There are no presumed production volumes from future acquisitions included in the guidance above.
Lease operating expense – Lease operating expense for the fourth quarter is anticipated to be up slightly on a sequential basis from the third quarter of 2008. Anticipated costs related to non-recurring workovers of properties in the Rockies region are included in this guidance. St.
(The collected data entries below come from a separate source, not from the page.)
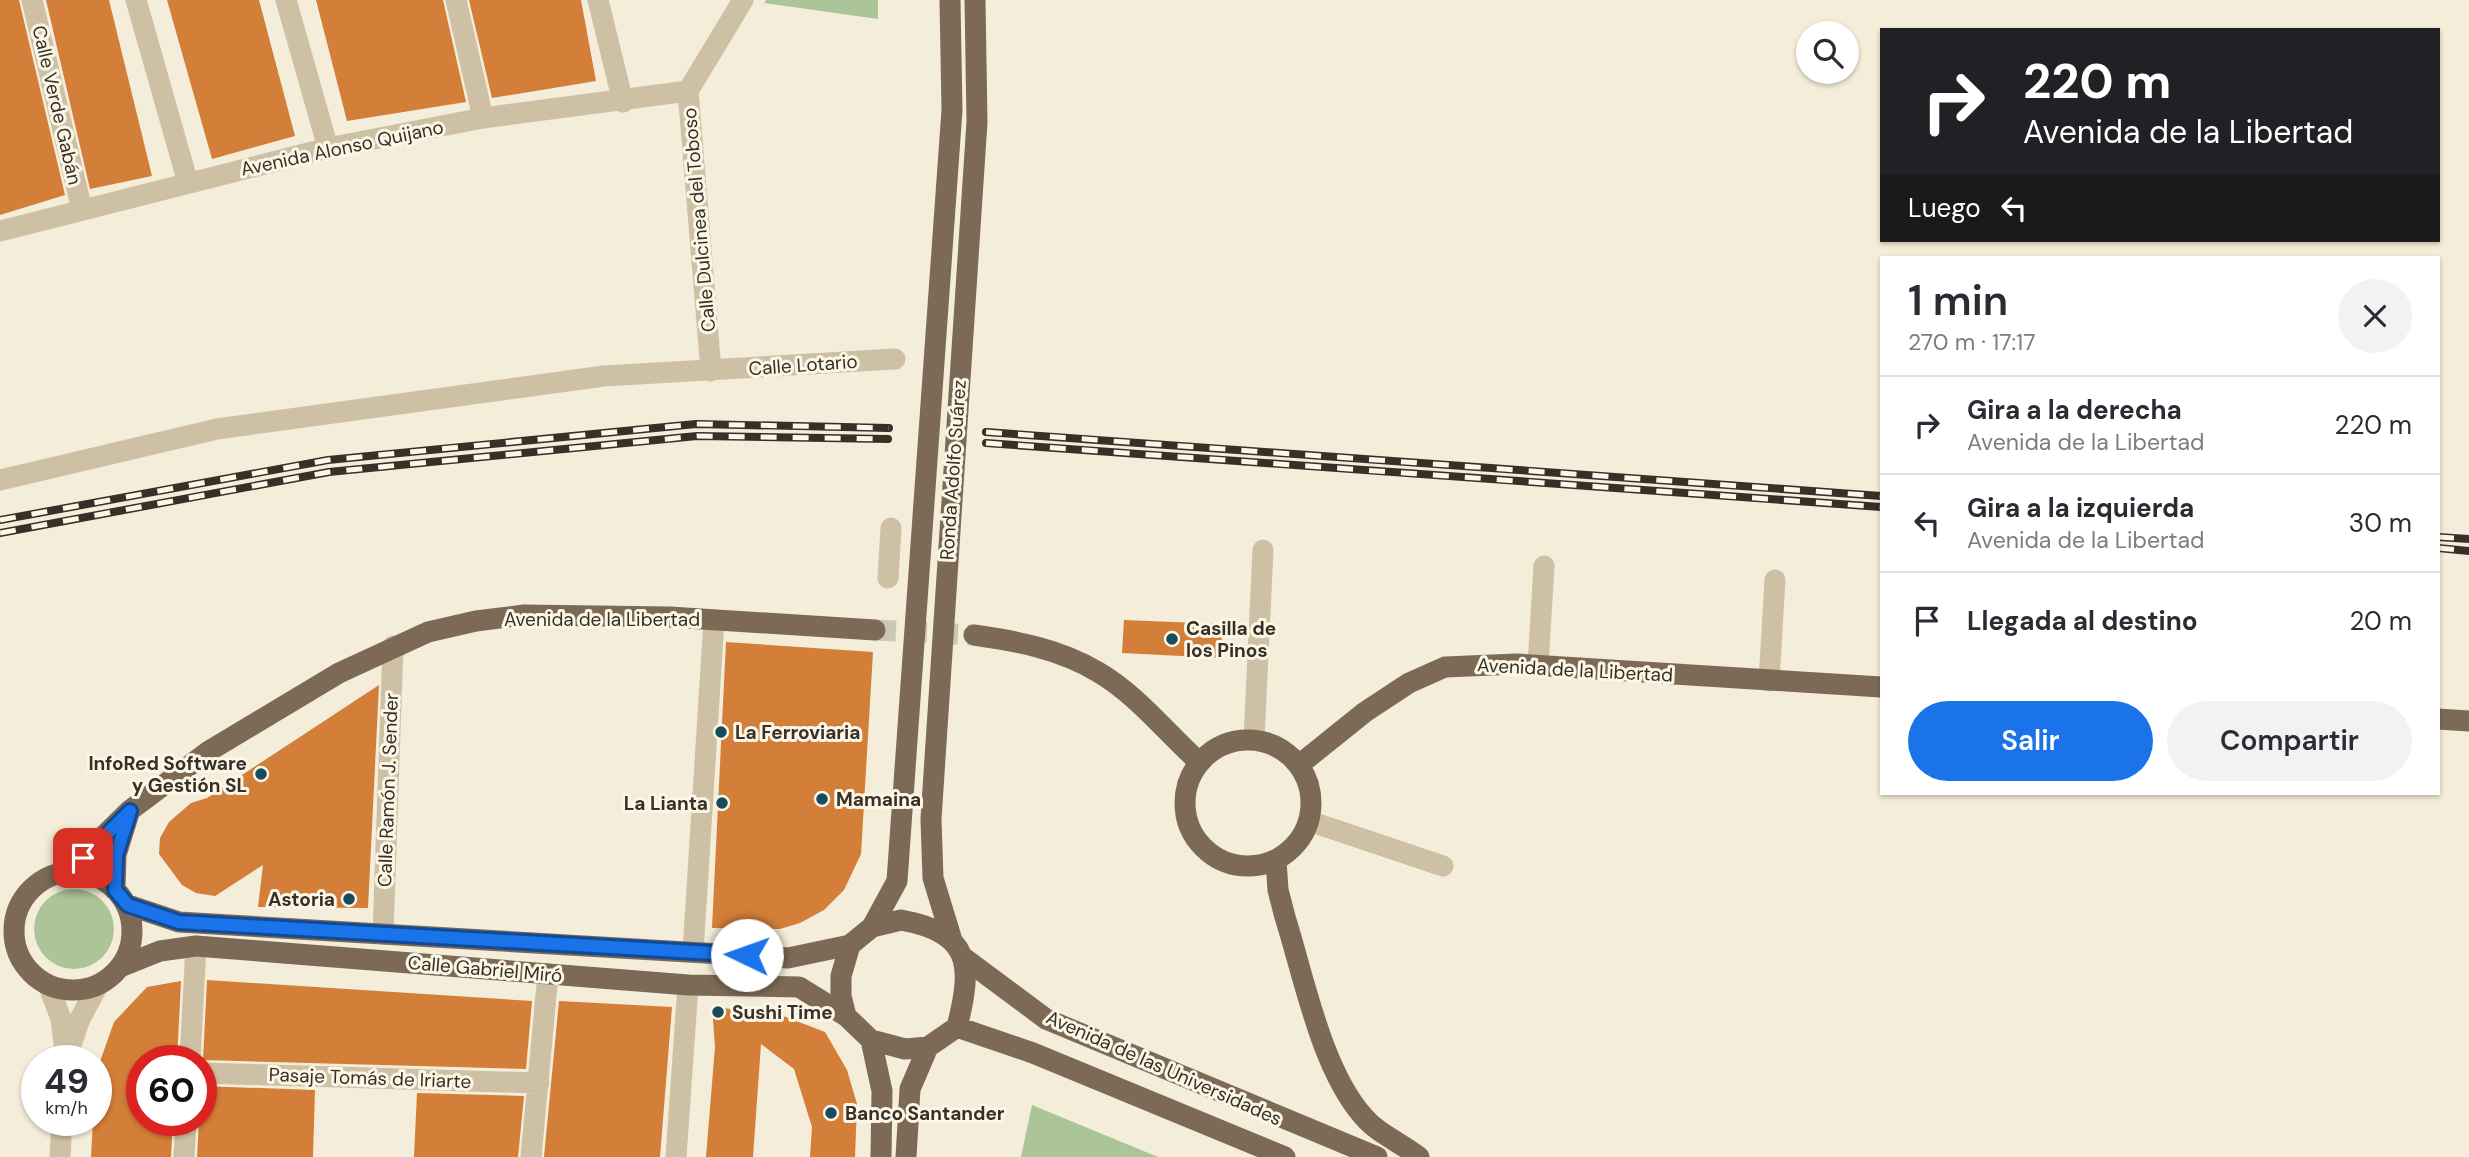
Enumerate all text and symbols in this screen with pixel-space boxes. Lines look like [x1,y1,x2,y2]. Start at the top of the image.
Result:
map controls [1796,21,1859,84]
button: search [1796,21,1859,84]
street label: Calle Verde Gabán [27,23,87,187]
text: 220 m [2023,49,2171,113]
icon: right [1908,56,1999,147]
street label: Calle Dulcinea del Toboso [677,107,721,333]
text: Avenida de la Libertad [2023,111,2353,153]
street label: Avenida Alonso Quijano [238,114,446,182]
icon: left [1995,189,2033,227]
text: Luego [1908,191,1981,225]
text: 1 min [1908,273,2008,328]
button: close [2338,279,2412,353]
text: 270 m · 17:17 [1908,327,2036,357]
street label: Calle Lotario [748,349,858,381]
street label: Ronda Adolfo Suárez [934,379,972,561]
text: Gira a la derecha [1967,393,2182,427]
icon: right [1908,406,1946,444]
text: 220 m [2334,408,2412,442]
text: Avenida de la Libertad [1967,427,2204,457]
text: Gira a la izquierda [1967,491,2194,525]
icon: left [1908,504,1946,542]
text: 30 m [2349,506,2412,540]
text: Avenida de la Libertad [1967,525,2204,555]
icon: arrive [1908,602,1946,640]
text: Llegada al destino [1967,604,2198,638]
text: 20 m [2349,604,2412,638]
street label: Avenida de la Libertad [504,607,700,632]
place label: Casilla de los Pinos [1186,616,1276,663]
marker: Casilla de los Pinos [1164,631,1180,647]
street label: Avenida de la Libertad [1476,652,1674,688]
street label: Calle Ramón J. Sender [372,693,404,887]
button: Salir [1908,701,2153,781]
button: Compartir [2167,701,2412,781]
place label: La Ferroviaria [735,720,860,745]
marker: La Ferroviaria [713,724,729,740]
place label: InfoRed Software y Gestión SL [88,751,247,798]
marker: InfoRed Software y Gestión SL [253,766,269,782]
place label: Mamaina [836,787,921,812]
place label: La Lianta [624,791,708,816]
marker: Mamaina [814,791,830,807]
marker: La Lianta [714,795,730,811]
pin [53,828,113,888]
icon: arrive [64,839,102,877]
place label: Astoria [268,887,335,912]
marker: Astoria [341,891,357,907]
position arrow [710,918,784,992]
street label: Calle Gabriel Miró [407,950,563,988]
place label: Sushi Time [732,1000,833,1025]
marker: Sushi Time [710,1004,726,1020]
street label: Avenida de las Universidades [1042,1005,1286,1131]
speed limit sign: 60 [126,1045,217,1136]
text: 49 [44,1058,89,1104]
street label: Pasaje Tomás de Iriarte [268,1062,472,1094]
text: km/h [45,1096,88,1120]
place label: Banco Santander [845,1101,1005,1126]
marker: Banco Santander [823,1105,839,1121]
Mary anticipates there could be some softening in pricing in future quarters in the oilfield services industry as a result of the expected pull back in activity levels across the exploration and production sector, however the Company has yet to see these cost reductions materialize.
Production taxes – On a sequential basis, production taxes are anticipated to be down meaningfully from the third quarter of 2008 due to the significant decrease in forecasted commodity prices for the fourth quarter.
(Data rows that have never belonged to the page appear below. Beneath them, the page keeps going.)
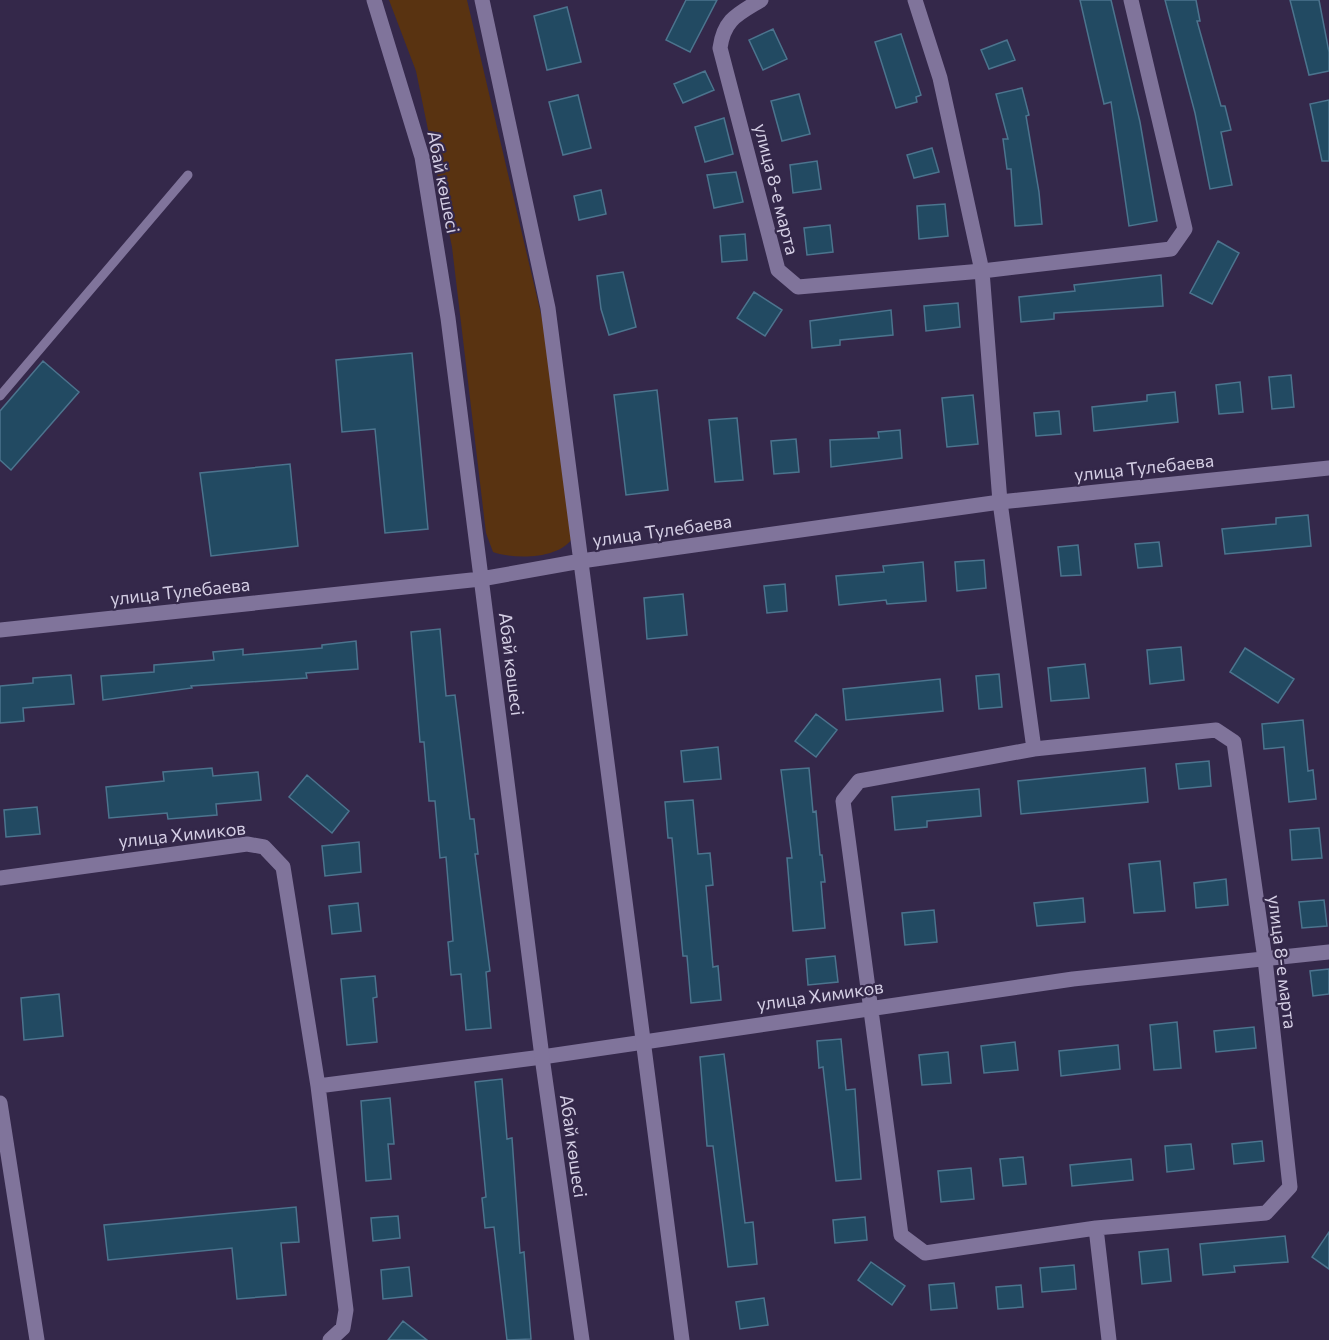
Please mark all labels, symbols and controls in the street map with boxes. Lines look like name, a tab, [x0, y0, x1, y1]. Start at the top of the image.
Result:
street label: улица 8-е марта	[750, 121, 804, 257]
street label: Абай көшесі	[423, 129, 465, 235]
street label: улица Тулебаева	[1073, 449, 1215, 485]
street label: улица Тулебаева	[591, 509, 733, 551]
street label: улица Тулебаева	[109, 573, 251, 609]
street label: Абай көшесі	[495, 611, 529, 717]
street label: улица Химиков	[117, 816, 247, 852]
street label: улица 8-е марта	[1264, 894, 1302, 1030]
street label: улица Химиков	[755, 975, 885, 1015]
street label: Абай көшесі	[556, 1093, 592, 1199]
General and administrative expense – G&A is expected to decline sequentially in the fourth quarter. As a result of the decline in forecasted commodity prices, G&A items tied to profitability and cash flow are anticipated to be lower than previously projected.
Depreciation, depletion, and amortization expense – With forecasted commodity prices being significantly lower than earlier in the year, there could be some downward pricing revisions to proved reserve estimates throughout the exploration and production industry. Downward pricing revisions have a corresponding upward impact on DD&A rates, and accordingly the Company is guiding to higher DD&A rates in anticipation of some level of negative pricing revisions based on current forecasts of commodity prices. Should the outlook for future commodity prices increase, this upward pressure on DD&A would be lessened.
Income taxes – The Company estimates that its effective tax rate will be approximately 37% in the fourth quarter. St. Mary expects cash taxes will comprise between 0% and 10% of income tax expense for the quarter.
Hedging update – Below is an updated summary hedging schedule for the Company. All the prices in the table below have been converted to an average NYMEX equivalent for ease of comparison using quality and transportation differentials as of September 30, 2008. No hedges have been added between the end of the third quarter of 2008 and the date of this release. The majority of the oil trades are settled against NYMEX. The gas contracts have been executed to settle against regional delivery points that correspond with the Company’s production areas, thereby reducing basis risk. Approximately 60% and 55% of the Company’s oil and natural gas production, respectively, have been hedged for the remainder of 2008. For detailed schedules on the Company’s hedging program, please refer to the Company’s Form 10-Q for the quarter ended September 30, 2008, which is expected to be filed with the Securities and Exchange Commission on November 4, 2008.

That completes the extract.